2019 I/ITSEC

Lean Scenes: Variable-Fidelity Models Reduce Machine-Learning Training Requirements (Room 320A)

05 Dec 19
11:30 AM - 12:00 PM

Tracks: Full Schedule, Thursday Schedule

This paper describes an approach to avoid waste in machine learning.  Image-processing neural networks characterize objects from features learned in training data.  In some applications, the amount of training data is constrained by expensive data collection or limited-number of physical images.  In such contexts, it may be preferable to first train performance against simulated imagery, then fine-tune by training with physical images.  This "transfer learning" procedure helps networks meet performance requirements with reduced demands for amount of physical data consumed. Simulation-based transfer learning raises two key concerns. First, modeling highly-realistic scenery through high-fidelity simulations typically involves significant computational expense.  This may constrain the amount of generated imagery available for training, leading to reduced performance.  Second, modeling artefacts may result in the network learning to recognize and respond to artificial features having no real-world equivalent.
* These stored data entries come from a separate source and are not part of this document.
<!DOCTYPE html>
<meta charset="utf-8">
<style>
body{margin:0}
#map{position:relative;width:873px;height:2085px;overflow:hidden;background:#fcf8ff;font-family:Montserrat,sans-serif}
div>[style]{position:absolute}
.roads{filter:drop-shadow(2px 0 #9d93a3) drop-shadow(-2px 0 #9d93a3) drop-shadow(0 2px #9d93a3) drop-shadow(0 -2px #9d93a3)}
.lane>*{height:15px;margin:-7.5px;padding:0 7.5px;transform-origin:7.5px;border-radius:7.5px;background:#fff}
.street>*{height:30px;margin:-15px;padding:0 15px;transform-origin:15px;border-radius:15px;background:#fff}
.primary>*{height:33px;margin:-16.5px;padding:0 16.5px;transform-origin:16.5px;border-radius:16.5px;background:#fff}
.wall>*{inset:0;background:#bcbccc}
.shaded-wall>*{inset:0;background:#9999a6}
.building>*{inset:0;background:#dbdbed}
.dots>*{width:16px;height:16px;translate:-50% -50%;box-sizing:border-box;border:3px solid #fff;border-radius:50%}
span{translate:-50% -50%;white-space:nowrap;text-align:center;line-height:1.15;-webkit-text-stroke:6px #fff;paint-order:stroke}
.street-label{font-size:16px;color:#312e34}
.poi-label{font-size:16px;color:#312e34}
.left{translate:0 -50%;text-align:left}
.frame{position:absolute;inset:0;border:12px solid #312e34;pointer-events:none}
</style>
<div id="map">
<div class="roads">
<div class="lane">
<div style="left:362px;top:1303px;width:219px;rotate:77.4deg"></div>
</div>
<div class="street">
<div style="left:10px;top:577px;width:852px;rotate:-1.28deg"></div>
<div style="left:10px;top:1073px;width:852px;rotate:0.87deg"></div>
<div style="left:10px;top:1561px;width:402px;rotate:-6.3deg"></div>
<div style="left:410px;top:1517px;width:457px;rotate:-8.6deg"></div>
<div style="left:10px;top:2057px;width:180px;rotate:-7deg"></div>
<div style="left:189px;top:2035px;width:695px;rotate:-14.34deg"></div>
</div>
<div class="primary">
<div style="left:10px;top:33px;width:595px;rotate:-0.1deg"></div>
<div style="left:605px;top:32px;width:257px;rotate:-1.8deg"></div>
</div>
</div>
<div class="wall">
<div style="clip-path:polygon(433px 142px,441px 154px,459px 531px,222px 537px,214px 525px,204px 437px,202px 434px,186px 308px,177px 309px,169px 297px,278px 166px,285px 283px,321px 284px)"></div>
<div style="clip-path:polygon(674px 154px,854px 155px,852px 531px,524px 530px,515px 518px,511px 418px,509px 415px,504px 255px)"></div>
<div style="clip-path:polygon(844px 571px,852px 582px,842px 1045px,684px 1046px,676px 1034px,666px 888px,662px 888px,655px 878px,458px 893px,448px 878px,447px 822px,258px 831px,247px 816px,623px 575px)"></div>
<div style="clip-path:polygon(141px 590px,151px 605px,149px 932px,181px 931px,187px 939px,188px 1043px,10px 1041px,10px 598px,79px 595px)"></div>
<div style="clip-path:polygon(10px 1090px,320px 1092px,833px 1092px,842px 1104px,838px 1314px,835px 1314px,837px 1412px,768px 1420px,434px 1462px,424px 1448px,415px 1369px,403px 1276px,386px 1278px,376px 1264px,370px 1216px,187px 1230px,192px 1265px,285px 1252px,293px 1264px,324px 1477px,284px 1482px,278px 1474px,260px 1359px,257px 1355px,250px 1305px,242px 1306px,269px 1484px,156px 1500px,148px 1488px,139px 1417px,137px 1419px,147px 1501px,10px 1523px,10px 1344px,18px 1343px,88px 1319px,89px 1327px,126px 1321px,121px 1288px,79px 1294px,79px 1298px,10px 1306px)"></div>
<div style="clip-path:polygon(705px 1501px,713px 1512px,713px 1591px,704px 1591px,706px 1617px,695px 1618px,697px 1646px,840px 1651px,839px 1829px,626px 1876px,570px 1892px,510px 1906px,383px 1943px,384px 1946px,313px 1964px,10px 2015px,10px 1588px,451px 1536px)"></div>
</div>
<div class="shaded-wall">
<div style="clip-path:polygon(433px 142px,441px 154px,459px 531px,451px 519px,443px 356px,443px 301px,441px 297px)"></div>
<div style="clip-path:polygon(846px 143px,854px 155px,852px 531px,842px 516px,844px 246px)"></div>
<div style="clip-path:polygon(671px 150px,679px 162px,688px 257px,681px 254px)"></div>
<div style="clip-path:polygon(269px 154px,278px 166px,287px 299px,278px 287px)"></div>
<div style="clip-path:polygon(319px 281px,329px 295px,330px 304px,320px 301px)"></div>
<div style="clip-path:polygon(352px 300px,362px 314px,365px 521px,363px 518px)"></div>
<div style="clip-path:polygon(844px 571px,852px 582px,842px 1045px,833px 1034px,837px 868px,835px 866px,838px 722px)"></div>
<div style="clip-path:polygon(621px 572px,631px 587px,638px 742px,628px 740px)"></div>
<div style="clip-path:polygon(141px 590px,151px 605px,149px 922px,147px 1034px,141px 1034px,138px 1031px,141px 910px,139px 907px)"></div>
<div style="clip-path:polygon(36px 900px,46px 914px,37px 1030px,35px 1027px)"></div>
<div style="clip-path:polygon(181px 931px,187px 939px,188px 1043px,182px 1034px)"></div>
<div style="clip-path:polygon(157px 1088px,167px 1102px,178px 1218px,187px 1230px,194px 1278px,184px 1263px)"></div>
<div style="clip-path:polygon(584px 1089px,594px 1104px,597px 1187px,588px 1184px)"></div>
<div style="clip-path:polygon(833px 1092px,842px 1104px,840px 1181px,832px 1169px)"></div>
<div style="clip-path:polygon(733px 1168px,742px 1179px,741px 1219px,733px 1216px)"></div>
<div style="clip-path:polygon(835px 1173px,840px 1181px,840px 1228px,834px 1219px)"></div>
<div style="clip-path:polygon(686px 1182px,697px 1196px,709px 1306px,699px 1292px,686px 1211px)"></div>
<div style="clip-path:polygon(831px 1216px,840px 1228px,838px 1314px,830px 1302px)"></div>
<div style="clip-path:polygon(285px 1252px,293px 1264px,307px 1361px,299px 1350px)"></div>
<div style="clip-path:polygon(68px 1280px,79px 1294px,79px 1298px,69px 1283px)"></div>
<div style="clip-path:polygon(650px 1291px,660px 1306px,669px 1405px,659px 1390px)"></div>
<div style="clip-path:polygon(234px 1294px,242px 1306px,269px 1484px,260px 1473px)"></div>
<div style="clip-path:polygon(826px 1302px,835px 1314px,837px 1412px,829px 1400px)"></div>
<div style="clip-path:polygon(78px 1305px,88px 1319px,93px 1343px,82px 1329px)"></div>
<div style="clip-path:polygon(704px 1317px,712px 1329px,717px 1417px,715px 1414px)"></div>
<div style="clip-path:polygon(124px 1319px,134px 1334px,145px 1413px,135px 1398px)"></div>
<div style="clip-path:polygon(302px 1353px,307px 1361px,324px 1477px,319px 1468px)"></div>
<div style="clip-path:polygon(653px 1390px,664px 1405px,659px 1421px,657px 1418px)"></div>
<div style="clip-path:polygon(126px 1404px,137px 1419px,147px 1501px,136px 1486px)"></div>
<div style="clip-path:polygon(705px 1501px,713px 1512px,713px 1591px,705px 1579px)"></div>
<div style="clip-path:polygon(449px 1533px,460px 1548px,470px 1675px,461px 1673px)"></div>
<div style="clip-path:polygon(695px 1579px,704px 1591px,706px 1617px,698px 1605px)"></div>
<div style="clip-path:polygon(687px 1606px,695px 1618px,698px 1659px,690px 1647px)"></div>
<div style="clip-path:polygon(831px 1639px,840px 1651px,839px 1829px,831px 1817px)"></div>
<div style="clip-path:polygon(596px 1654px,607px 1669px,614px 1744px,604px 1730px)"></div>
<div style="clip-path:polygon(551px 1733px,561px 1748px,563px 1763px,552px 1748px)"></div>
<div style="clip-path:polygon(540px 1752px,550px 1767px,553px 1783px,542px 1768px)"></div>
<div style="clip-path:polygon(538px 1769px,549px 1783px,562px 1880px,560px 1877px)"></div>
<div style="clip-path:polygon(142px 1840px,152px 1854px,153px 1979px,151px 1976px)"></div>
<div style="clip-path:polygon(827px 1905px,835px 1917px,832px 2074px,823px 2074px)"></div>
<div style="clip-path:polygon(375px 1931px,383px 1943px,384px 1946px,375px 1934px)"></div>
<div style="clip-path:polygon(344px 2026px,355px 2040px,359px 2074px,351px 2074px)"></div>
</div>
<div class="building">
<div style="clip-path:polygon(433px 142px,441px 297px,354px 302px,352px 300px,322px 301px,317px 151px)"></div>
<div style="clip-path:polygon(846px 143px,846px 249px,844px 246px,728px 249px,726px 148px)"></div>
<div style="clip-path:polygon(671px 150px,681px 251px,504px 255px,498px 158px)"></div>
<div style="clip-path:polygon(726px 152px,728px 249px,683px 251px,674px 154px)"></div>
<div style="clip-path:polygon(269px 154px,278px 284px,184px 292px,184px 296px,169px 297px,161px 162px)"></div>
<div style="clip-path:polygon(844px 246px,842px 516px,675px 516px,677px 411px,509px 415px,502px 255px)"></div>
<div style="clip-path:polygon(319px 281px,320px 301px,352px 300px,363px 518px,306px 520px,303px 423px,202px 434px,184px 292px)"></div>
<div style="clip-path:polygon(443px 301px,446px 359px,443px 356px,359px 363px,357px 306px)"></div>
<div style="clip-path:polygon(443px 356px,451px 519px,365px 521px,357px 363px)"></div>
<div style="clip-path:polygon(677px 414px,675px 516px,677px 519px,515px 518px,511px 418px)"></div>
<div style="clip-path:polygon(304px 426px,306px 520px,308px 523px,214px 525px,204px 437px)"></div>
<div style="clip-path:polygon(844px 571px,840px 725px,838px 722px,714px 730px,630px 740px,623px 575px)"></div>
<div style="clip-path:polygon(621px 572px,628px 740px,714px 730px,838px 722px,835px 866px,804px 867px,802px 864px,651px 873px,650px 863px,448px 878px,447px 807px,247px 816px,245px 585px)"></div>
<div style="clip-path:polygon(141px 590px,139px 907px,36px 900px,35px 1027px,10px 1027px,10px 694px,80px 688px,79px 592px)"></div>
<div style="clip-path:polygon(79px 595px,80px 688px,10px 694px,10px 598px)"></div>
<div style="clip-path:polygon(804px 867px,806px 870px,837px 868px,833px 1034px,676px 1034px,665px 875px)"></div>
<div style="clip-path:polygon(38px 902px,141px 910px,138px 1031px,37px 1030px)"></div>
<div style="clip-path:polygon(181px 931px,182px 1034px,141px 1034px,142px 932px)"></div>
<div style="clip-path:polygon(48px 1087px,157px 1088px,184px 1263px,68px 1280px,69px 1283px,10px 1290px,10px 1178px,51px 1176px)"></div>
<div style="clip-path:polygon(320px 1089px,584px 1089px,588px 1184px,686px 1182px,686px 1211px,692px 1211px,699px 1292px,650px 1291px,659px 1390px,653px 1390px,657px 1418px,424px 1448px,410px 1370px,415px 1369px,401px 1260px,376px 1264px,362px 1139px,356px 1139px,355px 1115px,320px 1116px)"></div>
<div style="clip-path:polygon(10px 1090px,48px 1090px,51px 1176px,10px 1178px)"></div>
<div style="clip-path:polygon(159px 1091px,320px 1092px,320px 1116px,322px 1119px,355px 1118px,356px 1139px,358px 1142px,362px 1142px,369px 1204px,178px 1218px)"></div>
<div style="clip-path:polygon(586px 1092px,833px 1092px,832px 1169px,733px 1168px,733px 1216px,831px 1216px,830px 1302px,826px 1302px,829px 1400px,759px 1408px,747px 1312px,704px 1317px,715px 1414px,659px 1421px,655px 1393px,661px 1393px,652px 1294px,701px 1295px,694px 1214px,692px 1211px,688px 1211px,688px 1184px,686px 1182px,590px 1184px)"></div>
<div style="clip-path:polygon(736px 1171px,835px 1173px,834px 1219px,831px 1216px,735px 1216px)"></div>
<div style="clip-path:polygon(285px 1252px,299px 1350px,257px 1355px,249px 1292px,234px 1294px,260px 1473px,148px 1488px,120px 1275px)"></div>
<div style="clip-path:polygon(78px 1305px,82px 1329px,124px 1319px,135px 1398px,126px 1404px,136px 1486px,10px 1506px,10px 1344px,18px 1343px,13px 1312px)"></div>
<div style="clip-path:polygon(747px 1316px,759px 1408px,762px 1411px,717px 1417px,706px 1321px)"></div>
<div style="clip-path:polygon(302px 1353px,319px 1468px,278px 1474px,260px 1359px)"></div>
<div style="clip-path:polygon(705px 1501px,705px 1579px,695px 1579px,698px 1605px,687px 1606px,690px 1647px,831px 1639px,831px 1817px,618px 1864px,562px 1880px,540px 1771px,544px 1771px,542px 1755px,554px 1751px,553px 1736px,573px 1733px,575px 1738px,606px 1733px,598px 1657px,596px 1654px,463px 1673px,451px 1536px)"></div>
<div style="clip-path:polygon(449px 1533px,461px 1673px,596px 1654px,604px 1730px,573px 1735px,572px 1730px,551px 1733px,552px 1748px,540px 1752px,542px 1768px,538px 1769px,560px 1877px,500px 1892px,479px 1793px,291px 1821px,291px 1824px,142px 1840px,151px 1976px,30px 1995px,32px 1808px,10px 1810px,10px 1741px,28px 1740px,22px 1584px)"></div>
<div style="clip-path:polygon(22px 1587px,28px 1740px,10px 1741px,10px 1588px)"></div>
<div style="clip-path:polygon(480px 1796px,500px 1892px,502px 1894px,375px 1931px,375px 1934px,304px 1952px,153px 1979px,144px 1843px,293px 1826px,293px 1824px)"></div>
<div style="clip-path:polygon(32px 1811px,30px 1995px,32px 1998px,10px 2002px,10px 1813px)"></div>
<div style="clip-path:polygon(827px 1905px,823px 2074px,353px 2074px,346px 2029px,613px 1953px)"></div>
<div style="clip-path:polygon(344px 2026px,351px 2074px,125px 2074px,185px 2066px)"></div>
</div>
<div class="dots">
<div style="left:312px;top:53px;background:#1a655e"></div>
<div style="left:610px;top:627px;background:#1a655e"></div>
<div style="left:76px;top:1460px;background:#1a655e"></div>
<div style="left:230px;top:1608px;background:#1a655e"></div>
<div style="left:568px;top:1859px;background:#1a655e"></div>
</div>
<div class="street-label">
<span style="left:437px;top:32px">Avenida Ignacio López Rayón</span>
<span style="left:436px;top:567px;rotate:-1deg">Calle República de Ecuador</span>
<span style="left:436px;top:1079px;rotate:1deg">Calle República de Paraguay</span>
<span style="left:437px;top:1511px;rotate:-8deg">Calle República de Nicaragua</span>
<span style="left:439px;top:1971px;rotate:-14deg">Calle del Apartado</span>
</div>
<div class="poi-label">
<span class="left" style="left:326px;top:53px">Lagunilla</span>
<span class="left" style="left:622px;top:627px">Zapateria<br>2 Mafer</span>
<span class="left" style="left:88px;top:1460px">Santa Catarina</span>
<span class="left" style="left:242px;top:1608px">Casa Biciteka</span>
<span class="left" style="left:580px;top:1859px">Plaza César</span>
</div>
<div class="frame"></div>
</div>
This paper examines several approaches which address these concerns within the application of an image-segmentation neural-network for calibrating camera pose.  First, transfer learning is applied to a series of simulation results, beginning with a pool of many moderate-fidelity runs, then fine-tune training on fewer, higher-fidelity cases. Second, the influence of artificial features may be (A) mitigated through blending physical/synthetic imagery through object texturing or (B) monitored through saliency-map diagnostics which inform analysts of image regions most-responsible for network performance. Artefact robustness methods represents an active research area. These approaches demonstrate that (A) simulation output need not be exclusively highest fidelity to be of utility to early-phase training, and (B) overall computational expense can reduce through training sequences which increase modeling realism while also reducing number of generated samples.  In these ways, variable-fidelity simulations dynamically provide the modeled realism appropriate to a machine-learning algorithm's evolving capabilities.